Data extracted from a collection
%%
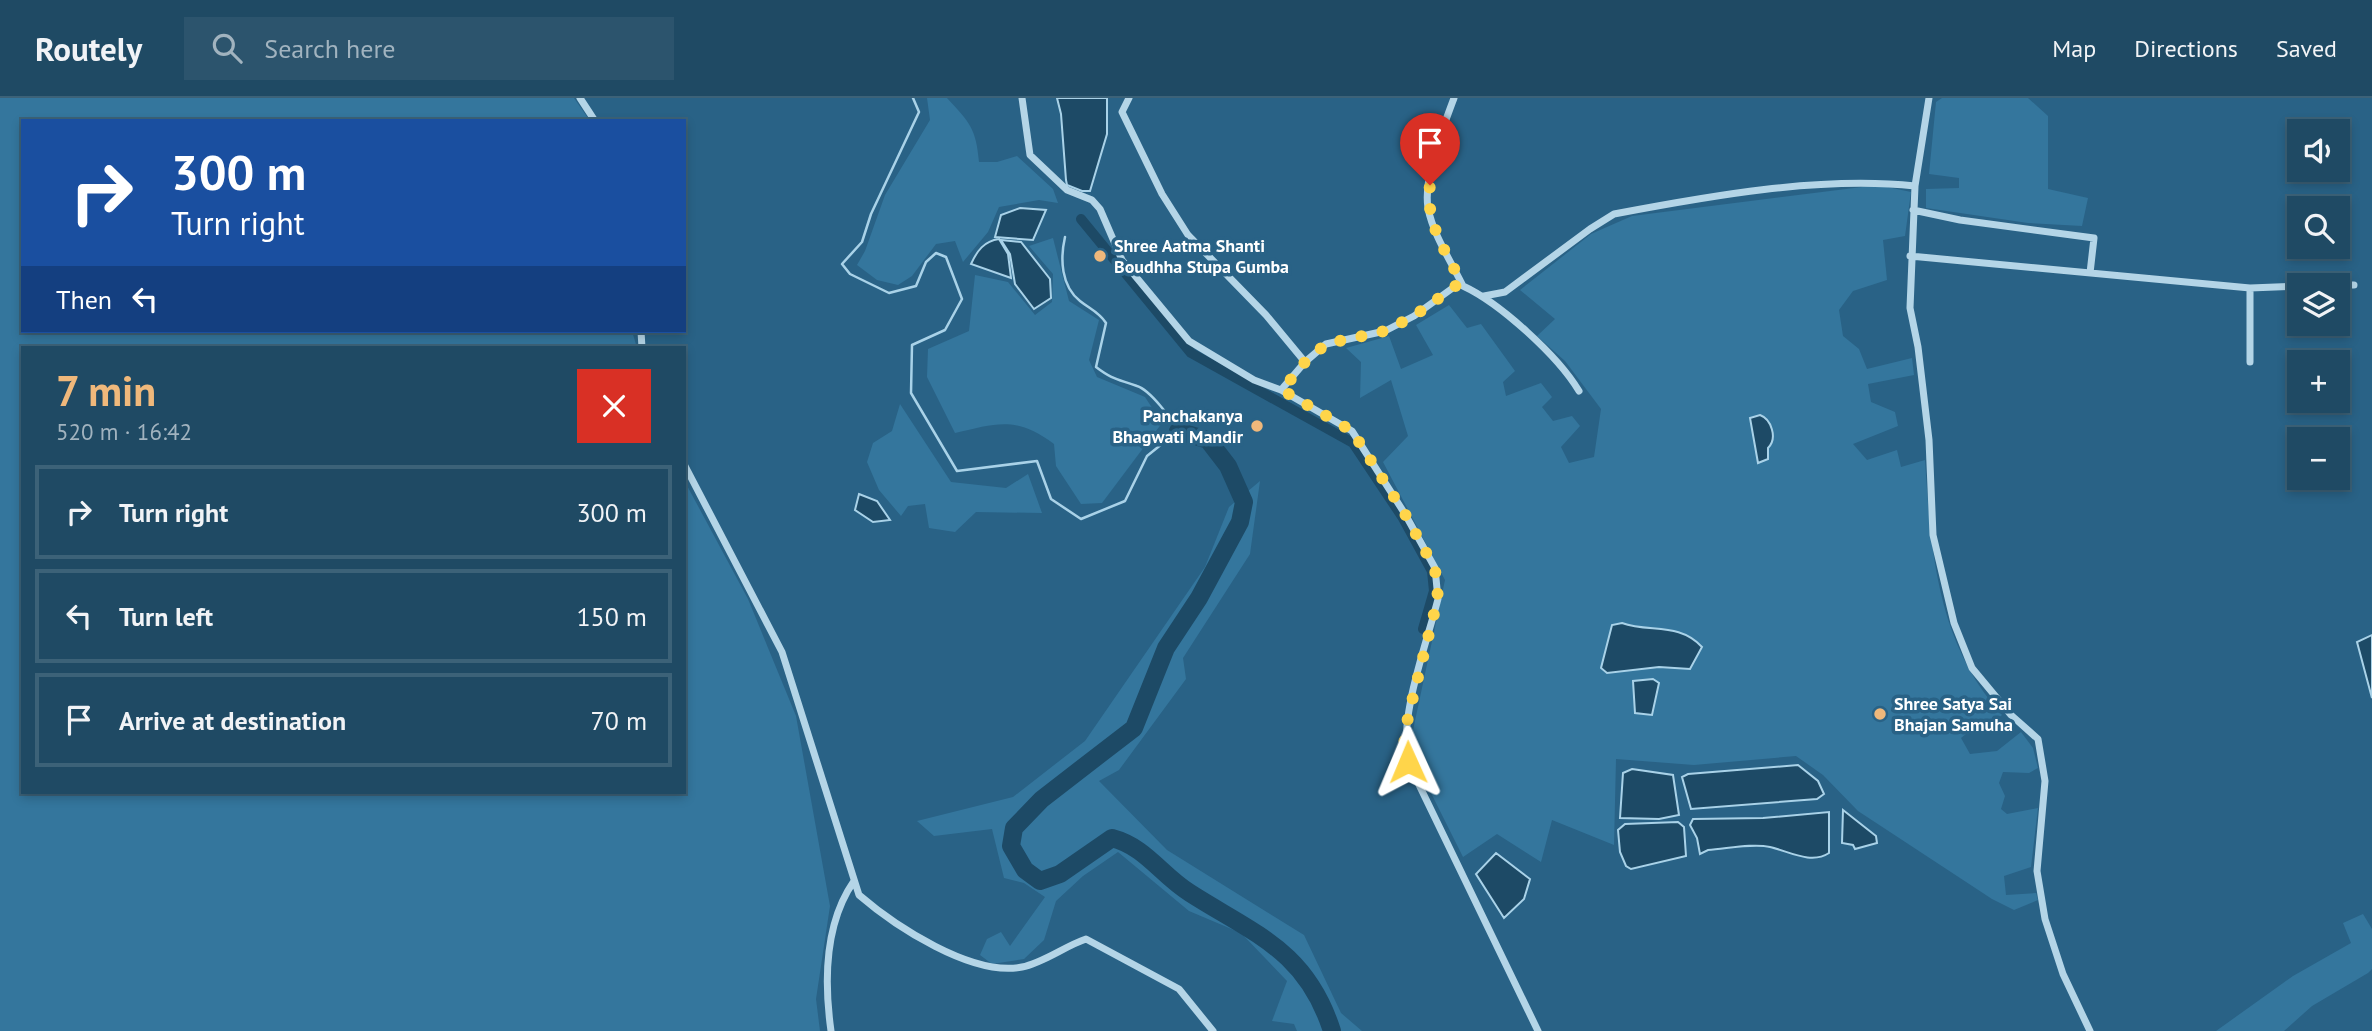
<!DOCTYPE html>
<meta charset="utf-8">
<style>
:root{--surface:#1f4a64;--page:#2c546d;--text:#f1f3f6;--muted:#a1b3bf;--line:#3c6278;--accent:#efb87b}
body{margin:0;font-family:"PT Sans",sans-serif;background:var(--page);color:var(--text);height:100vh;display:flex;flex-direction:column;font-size:26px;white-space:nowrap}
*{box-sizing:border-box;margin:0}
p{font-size:23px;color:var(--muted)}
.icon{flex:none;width:38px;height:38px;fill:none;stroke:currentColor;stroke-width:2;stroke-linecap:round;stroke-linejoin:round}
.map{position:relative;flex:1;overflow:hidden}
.drawer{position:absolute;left:21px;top:248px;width:665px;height:448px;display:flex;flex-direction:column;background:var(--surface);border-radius:0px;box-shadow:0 4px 10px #0003,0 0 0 2px var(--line)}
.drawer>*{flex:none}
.top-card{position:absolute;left:21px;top:21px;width:665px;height:214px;border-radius:0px;box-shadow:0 4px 10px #0003,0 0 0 2px var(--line);background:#1a4fa0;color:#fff;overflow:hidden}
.tools{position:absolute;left:2287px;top:21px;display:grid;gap:14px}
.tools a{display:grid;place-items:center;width:63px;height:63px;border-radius:0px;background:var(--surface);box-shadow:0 4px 10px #0003,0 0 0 2px var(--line);font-size:35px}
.pin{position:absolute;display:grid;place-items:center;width:60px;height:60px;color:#fff;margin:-72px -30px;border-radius:50% 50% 50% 0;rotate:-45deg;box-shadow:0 0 7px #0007}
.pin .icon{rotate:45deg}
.me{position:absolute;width:77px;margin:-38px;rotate:359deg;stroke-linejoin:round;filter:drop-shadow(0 0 5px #0008)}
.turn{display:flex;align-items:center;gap:24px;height:147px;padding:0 35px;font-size:32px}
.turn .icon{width:91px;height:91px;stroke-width:2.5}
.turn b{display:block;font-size:49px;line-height:60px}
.then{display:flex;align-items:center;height:66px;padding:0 35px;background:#0003;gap:14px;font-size:26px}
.round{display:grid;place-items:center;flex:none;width:74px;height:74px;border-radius:0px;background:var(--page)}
.overview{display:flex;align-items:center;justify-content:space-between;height:119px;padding:0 35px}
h1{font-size:42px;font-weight:700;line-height:52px;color:var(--accent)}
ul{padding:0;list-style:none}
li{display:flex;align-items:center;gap:21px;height:94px;margin:0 14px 10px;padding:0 21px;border:4px solid var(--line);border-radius:0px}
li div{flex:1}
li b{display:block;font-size:26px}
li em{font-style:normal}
header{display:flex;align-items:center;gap:42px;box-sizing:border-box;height:98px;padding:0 35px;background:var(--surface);border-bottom:2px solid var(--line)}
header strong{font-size:33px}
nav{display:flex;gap:38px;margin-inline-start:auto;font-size:24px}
.search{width:490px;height:63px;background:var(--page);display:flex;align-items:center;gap:18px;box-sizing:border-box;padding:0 24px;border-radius:0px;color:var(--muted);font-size:26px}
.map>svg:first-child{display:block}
.green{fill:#34769d}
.water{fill:#1d4a66;stroke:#a9d2e8;stroke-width:2}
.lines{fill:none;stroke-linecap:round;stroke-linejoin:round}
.stream{stroke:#a9d2e8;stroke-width:2.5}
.canal{stroke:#1d4a66;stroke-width:10}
.river{stroke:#1d4a66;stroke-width:18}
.street{stroke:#b4d5e7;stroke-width:7}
.route{stroke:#ffd54a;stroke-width:12;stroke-dasharray:0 21.6}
.poi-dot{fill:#efb87b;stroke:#296286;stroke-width:2.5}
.labels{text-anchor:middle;stroke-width:7;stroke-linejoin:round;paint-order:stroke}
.poi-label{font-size:18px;font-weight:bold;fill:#fff;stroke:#296286;text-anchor:start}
</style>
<header>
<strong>Routely</strong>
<div class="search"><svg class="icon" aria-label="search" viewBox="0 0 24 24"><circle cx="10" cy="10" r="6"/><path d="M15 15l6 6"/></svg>Search here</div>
<nav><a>Map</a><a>Directions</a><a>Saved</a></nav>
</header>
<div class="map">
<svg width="2372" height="933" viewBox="0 0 2372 933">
<rect width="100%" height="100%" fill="#296286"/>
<!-- green -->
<path class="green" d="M0 0H574L590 23H23V233H632L637 250H23V695H684V382L748 501 796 618 830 808 816 901 820 933H0Z
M927 0H947C970 25 976 30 979 64H997L1017 58 1053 91 1058 105 1039 102 999 109 988 134 963 164 955 143 936 146 912 178 898 187 877 182 857 167 865 153 885 97 930 22Z
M1942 0H2028L2048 18V91L2088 100 2082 128 2028 125 1926 110V91L1959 90V80L1929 76 1936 4Z
M1878 87 1911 94 1905 138 1883 142 1887 182 1853 193 1839 212 1843 238 1859 251 1867 271 1912 260 1914 277 1868 286 1871 304 1895 314 1898 328 1853 346 1867 362 1897 352 1901 369 1925 362C1931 455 1937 545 2002 617L1981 635 1971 632 1961 640 1970 656 1997 653 2021 634 2033 650 2038 670 2029 675 2003 674 1999 685 2005 698 2001 711 2007 716 2038 710 2031 769 2004 778 2006 797 2036 795 2038 802 2014 812 1992 801 1858 713 1823 677 1796 658 1694 667 1616 661 1614 747 1552 722 1541 764 1497 736 1463 759 1409 651 1445 482 1383 364 1408 338 1391 282 1360 300 1361 264 1346 250 1389 238 1401 271 1433 257 1416 227 1449 207 1467 230 1481 226 1515 273 1503 284 1506 298 1541 285 1552 299 1542 309 1553 323 1572 318 1580 328 1561 349 1569 365 1594 359 1601 311 1565 263 1537 238 1555 221 1520 192 1591 136 1632 118Z
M1053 140 1069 203 1099 222 1089 262 1097 279 1145 299 1162 325 1102 405 1081 406 1056 368 1054 346C1016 318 998 325 955 335L927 279 928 251 969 233 975 177 1008 184 1035 217 1052 204 1053 176 1029 148Z
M900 306 951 384 1006 390 1028 376 1042 415 976 414 955 434 929 430 925 406 908 408 901 418 879 392 867 364 873 345 892 333Z
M1260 383 1250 456 1183 560 1186 581 1119 672 1099 683 1167 752 1304 837 1341 915 1362 933H1383H1297L1294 926 1272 923 1287 883 1241 835 1189 813 1118 754 1083 778 1056 803 1044 842 1024 861 992 866 980 857 987 841 1001 834 1010 848 1045 799 1024 785 1004 780 992 731 934 738 917 723 1013 699 1085 643 1205 469 1229 409Z
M2363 816 2372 831V871L2368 875 2312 908 2284 933H2216L2293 878 2351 845 2343 825Z"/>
<!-- water -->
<path class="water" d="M1107 0V36L1090 93H1082L1067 87 1066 82 1061 16 1057 0Z
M1020 110 1046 112 1033 142 995 139 1001 117Z
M999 141 1008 156 1011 180 971 166C977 153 984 143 999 141Z
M1001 142 1021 144 1050 181 1051 200 1034 211 1015 186 1010 156Z
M1760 317C1771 321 1778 340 1768 350V361L1758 365 1750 320Z
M859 396 877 403 890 422 873 424 855 412Z
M1622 525C1650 535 1679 524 1702 549L1690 571 1659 569 1607 575 1601 570 1612 527Z
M2372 537V600L2357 544Z
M1653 581 1659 585 1652 617 1635 615 1633 583Z
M1798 667 1818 683 1824 696 1817 701 1691 711 1682 679 1688 676Z
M1632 671 1673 677 1679 717 1659 721 1620 720 1623 675Z
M1843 712 1876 738 1877 745 1855 751 1853 747 1842 745Z
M1829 714V755C1811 767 1788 753 1770 749 1752 745 1726 751 1708 752L1700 756 1697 740 1690 727 1693 721 1763 720Z
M1678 724 1684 729 1686 758 1631 771 1626 768 1620 754 1618 732 1625 726Z
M1496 755 1530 781 1524 801 1504 820 1476 776Z"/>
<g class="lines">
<!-- stream -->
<path class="stream" d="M913 0 919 14 871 116 862 144 842 166 850 176 889 195 916 188 926 164 936 155 946 159 962 201 945 232 912 247 911 295 957 373 1037 363 1051 401 1081 421 1125 403 1147 358 1178 333C1172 321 1150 292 1137 288 1118 281 1113 282 1096 269L1106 225C1099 214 1090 211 1080 203 1061 188 1060 161 1065 139"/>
<!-- canal -->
<path class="canal" d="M1081 121 1191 255 1353 345 1403 420 1432 473 1434 493 1423 531"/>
<!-- river -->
<path class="river" d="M1178 333 1208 342 1228 368 1244 404 1240 424 1199 500 1166 550 1134 630 1042 701 1014 730 1011 748 1025 772 1040 783 1060 776 1112 740C1146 749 1161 777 1190 795 1254 836 1306 852 1332 933"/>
<!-- street -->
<path class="street" d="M580 0 595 23
M1022 0 1030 57 1067 92 1092 102 1100 111 1122 162 1189 243 1254 282 1281 292 1352 333 1405 416 1435 470 1438 501C1426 548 1399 617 1408 664L1538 933
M1129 0 1122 14 1162 96 1188 137 1266 217 1305 264
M1929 0 1915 88 1910 210 1918 249 1929 342 1933 437 1954 525 1972 570 2011 617 2038 641 2045 683 2037 773 2045 821 2063 876 2090 933
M1913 112 1960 122 2094 140 2090 175
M1910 158 2250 190V264
M1461 184 1463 188C1500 205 1558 258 1579 293
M2338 187H2354
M2250 190 2300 188
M1484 198 1505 194 1590 131 1614 116C1709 98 1819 78 1915 88
M641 233 642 250
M1281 292 1305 264 1326 246 1385 233 1414 218 1461 184C1449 160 1433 136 1428 110 1423 79 1443 30 1454 0
M684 366 782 554 859 797C895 828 972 879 1022 869 1043 865 1065 848 1086 841L1179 891 1213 933
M831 933C824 883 824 826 854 783"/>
</g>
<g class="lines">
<!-- route -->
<path class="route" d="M1408 664 1404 646 1408 619 1438 500 1435 471 1405 416 1352 333 1282 292 1305 264 1326 246 1385 233 1414 218 1461 184C1445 152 1425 124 1430 87"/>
</g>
<!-- markers -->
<g class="poi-dot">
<circle cx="1100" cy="158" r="7"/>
<circle cx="1257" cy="328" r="7"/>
<circle cx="1880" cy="616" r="7"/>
</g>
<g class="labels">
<!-- poi labels -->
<g class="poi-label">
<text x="1114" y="154">Shree Aatma Shanti<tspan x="1114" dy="21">Boudhha Stupa Gumba</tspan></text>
<text x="1243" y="324" text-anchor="end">Panchakanya<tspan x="1243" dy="21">Bhagwati Mandir</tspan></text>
<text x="1894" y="612">Shree Satya Sai<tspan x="1894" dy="21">Bhajan Samuha</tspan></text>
</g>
</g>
</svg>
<div class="tools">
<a><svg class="icon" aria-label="sound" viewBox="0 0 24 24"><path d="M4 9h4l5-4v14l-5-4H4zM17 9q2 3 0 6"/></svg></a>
<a><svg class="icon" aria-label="search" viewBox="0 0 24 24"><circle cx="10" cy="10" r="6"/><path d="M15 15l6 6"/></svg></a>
<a><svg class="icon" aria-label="layers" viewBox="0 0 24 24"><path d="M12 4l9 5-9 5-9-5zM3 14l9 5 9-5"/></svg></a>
<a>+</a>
<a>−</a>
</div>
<div class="pin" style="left:1430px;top:87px;background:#d93025"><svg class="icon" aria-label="arrive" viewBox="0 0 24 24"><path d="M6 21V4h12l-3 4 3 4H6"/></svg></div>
<svg class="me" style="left:1408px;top:664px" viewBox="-20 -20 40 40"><path d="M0-17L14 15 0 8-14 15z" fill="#ffd54a" stroke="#fff" stroke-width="4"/></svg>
<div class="top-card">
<div class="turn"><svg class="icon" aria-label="right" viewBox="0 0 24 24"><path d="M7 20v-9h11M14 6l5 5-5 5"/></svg><div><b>300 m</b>Turn right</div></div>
<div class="then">Then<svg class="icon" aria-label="left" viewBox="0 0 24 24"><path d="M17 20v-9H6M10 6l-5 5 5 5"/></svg></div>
</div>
<section class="drawer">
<div class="overview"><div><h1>7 min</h1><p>520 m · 16:42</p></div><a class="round" style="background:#d93025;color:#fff"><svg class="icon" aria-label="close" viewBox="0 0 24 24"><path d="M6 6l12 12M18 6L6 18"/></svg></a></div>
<ul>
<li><svg class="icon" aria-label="right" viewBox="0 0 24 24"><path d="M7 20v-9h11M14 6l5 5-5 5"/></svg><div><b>Turn right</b></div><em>300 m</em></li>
<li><svg class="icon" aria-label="left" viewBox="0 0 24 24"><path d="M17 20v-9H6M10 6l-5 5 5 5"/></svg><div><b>Turn left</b></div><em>150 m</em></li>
<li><svg class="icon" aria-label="arrive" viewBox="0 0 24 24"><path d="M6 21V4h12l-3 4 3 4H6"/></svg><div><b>Arrive at destination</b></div><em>70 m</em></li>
</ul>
</section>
</div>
%%
=== Work instructions ===
Look for the string "linecap" in the entries above. Copy every line that has it.

=== Task answer ===
.icon{flex:none;width:38px;height:38px;fill:none;stroke:currentColor;stroke-width:2;stroke-linecap:round;stroke-linejoin:round}
.lines{fill:none;stroke-linecap:round;stroke-linejoin:round}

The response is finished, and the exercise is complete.